For the Scientific Programming (MSB1015) course, an adjusted version of the Breast Cancer Wisconsin (Diagnostic) Data Set was analysed. This repository contains all the scripts that were used for this analysis.
The original Breast Cancer Wisconsin (Diagnostic) Data Set can be downloaded from Kaggle. However, for the current analysis a modified version of this data set was used. Contact me to access the adjusted data set.
The data set consist of 569 samples and includes the sample ID, the sample diagnosis (Malignant (M): 212 and Benign (B): 357), as well as 30 variables computed from a digitized image of a fine needle aspirate (FNA) of a breast mass. These 30 variables describe features from the cell nuclei in these images and encompasses the mean, standard error (SE), and the mean of the three largest values (worst) of the following 10 characteristics:
- Radius: The mean of distances from center to points on the border of the cell nucleus.
- Texture: The standard deviation of gray-scale values of the digitalized image.

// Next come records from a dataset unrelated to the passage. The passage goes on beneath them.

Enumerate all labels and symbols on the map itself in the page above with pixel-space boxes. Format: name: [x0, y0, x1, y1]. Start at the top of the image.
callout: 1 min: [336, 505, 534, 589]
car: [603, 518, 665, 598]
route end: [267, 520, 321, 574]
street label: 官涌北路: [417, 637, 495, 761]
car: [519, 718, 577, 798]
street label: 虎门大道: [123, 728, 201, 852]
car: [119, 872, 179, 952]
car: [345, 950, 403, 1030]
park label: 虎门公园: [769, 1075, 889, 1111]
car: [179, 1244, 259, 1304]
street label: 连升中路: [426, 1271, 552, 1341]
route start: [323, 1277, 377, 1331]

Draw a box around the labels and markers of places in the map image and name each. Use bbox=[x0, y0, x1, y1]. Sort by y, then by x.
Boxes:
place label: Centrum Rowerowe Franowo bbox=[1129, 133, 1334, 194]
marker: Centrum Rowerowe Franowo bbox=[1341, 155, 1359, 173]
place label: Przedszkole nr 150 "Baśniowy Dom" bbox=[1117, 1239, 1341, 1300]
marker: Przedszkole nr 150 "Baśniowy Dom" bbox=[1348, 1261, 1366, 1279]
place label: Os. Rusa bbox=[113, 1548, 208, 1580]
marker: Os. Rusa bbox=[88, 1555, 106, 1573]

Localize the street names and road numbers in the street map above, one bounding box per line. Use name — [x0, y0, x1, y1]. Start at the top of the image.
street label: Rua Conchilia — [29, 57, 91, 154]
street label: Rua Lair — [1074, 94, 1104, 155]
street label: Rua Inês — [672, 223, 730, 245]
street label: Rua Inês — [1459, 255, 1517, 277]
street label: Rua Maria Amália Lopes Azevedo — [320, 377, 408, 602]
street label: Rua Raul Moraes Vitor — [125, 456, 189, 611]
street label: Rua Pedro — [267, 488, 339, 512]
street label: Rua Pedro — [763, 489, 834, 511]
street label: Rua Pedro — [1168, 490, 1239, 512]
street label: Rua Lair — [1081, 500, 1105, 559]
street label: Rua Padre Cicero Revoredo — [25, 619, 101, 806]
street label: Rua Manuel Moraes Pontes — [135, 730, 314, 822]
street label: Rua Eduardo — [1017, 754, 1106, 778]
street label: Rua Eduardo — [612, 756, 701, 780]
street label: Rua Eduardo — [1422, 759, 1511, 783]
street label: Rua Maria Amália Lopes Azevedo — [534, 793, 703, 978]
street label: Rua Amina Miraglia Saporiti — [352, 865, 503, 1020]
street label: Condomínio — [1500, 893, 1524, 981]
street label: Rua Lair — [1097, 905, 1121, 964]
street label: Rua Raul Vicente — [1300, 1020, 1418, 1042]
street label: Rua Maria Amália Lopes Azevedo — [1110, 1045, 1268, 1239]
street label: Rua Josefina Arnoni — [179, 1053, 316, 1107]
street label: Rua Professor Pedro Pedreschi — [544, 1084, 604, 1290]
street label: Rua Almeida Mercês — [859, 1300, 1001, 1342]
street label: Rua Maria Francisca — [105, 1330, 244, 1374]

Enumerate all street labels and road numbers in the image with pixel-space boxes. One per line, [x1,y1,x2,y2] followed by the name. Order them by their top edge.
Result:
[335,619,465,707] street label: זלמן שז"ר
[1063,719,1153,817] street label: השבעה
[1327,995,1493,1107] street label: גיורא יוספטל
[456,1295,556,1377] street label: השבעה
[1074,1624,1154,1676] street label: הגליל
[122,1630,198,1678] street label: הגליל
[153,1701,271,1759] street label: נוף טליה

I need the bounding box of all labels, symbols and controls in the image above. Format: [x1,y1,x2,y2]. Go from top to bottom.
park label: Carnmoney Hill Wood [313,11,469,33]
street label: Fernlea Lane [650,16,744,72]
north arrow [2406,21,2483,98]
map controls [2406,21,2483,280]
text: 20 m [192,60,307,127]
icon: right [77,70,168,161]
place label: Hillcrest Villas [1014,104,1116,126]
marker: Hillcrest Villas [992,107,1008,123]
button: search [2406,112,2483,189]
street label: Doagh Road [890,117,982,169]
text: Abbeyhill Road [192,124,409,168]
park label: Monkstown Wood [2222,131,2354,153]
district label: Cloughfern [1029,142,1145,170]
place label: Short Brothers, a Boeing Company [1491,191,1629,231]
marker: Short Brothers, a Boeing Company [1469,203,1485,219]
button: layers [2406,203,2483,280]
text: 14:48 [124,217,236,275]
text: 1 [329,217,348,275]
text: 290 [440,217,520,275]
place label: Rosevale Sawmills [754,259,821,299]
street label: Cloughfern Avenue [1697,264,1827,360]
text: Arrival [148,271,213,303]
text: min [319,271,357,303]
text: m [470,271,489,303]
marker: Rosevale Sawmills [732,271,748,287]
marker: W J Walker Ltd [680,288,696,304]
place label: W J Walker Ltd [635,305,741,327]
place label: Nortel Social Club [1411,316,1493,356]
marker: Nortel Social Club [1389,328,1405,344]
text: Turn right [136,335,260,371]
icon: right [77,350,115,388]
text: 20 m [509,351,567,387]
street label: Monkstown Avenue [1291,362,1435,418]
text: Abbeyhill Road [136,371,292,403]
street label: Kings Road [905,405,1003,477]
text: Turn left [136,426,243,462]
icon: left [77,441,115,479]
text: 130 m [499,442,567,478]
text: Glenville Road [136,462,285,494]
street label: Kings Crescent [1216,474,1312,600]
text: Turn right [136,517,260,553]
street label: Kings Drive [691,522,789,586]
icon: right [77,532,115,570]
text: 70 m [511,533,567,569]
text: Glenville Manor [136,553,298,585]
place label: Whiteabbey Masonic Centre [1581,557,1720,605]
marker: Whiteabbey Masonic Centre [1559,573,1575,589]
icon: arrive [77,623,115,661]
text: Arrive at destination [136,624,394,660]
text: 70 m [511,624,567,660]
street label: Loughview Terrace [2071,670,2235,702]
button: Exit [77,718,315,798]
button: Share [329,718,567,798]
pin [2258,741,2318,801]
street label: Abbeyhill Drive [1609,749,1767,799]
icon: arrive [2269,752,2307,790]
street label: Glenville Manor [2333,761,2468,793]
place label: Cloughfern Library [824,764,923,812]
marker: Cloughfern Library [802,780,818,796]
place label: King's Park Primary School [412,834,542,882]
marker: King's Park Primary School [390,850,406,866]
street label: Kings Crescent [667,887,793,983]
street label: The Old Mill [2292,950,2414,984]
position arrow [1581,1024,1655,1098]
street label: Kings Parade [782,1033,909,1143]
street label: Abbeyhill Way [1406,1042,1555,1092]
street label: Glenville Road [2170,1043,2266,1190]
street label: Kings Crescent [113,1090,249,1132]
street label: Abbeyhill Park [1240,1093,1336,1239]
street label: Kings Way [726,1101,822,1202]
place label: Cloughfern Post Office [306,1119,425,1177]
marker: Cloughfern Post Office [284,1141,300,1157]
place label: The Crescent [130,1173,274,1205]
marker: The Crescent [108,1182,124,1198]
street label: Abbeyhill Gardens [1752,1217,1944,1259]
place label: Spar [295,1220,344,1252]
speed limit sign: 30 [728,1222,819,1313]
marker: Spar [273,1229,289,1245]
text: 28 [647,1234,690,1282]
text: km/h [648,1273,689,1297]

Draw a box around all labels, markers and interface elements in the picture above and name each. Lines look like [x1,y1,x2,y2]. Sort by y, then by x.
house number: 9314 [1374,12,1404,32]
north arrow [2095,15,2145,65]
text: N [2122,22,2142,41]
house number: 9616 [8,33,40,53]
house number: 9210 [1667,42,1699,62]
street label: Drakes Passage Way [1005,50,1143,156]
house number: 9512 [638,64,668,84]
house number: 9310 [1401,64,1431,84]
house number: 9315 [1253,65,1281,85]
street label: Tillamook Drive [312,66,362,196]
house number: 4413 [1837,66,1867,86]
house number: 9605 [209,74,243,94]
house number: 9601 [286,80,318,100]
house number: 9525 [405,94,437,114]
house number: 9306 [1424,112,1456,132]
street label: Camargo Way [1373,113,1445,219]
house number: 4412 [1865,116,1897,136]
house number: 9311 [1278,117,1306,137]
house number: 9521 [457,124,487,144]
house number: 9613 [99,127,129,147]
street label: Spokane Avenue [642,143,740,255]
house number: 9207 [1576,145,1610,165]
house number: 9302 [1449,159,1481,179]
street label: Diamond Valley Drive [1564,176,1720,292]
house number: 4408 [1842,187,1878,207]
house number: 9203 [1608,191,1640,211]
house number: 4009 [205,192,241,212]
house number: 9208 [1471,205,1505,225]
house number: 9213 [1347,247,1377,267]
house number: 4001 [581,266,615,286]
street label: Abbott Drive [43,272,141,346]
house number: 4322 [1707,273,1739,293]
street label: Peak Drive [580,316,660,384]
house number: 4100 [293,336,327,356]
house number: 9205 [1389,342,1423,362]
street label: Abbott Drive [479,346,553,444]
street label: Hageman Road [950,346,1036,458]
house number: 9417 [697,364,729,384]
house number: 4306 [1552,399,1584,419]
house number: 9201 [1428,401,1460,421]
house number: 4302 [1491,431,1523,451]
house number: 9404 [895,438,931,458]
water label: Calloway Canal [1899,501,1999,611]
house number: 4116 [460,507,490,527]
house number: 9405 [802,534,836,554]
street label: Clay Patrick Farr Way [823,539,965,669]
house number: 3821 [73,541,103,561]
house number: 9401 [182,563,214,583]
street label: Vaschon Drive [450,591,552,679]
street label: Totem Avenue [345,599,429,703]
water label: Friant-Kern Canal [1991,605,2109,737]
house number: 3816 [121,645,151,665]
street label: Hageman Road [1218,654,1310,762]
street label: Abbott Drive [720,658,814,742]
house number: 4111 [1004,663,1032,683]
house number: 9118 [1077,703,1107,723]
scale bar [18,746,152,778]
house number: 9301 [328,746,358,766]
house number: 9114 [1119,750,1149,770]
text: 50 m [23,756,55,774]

- Perimeter: The total length of the border of the cell nucleus.
- Area: The size of the surface of the cell nucleus.
- Smoothness: The local variation in radius lengths.
- Compactness: Perimeter2 / Area - 1.0
- Concavity: The severity of concave portions of the contour of the cell nucleus.
- Concave points: The number of concave portions of the contour of the cell nucleus.
- Symmetry: Similarity of the radius length on both sides of the diameter.
- Fractal dimension: Coastline approximation - 1
More information about the variables can be found on page 8 in this paper by Westerdijk (2018).
The aim of the analysis is three-fold:
- Construct a robust classifier to distinguish malignant from benign samples (Classification).
- Identify subclasses within the malignant samples (Clustering).
- Create an app for the prediction and visualization of new samples (App).
When performing the analysis, be aware of the following:
- Put the data file (
Data.xlsx
) into the main folder (..PATH../ScientificProgramming/
). - Furthermore, it is important to run the scripts in the following order:
Pre-processing/Preprocessing.R
Classification/Classification.R
Clustering/Clustering.R
- App
- Finally, please follow the instructions in the scripts carefully to ensure a successful analysis.
To run the app in RStudio, click on "Run App" in the top right corner when having either the App/ui.R
, App/server.R
, or App/global.R
file open in the RStudio window.
If this is not possible, run the following commands:
# Install the shiny package
install.packages("shiny")
# Load the shiny package
library(shiny)
# Run the shiny app
runApp("..PATH../ScientificProgramming/App")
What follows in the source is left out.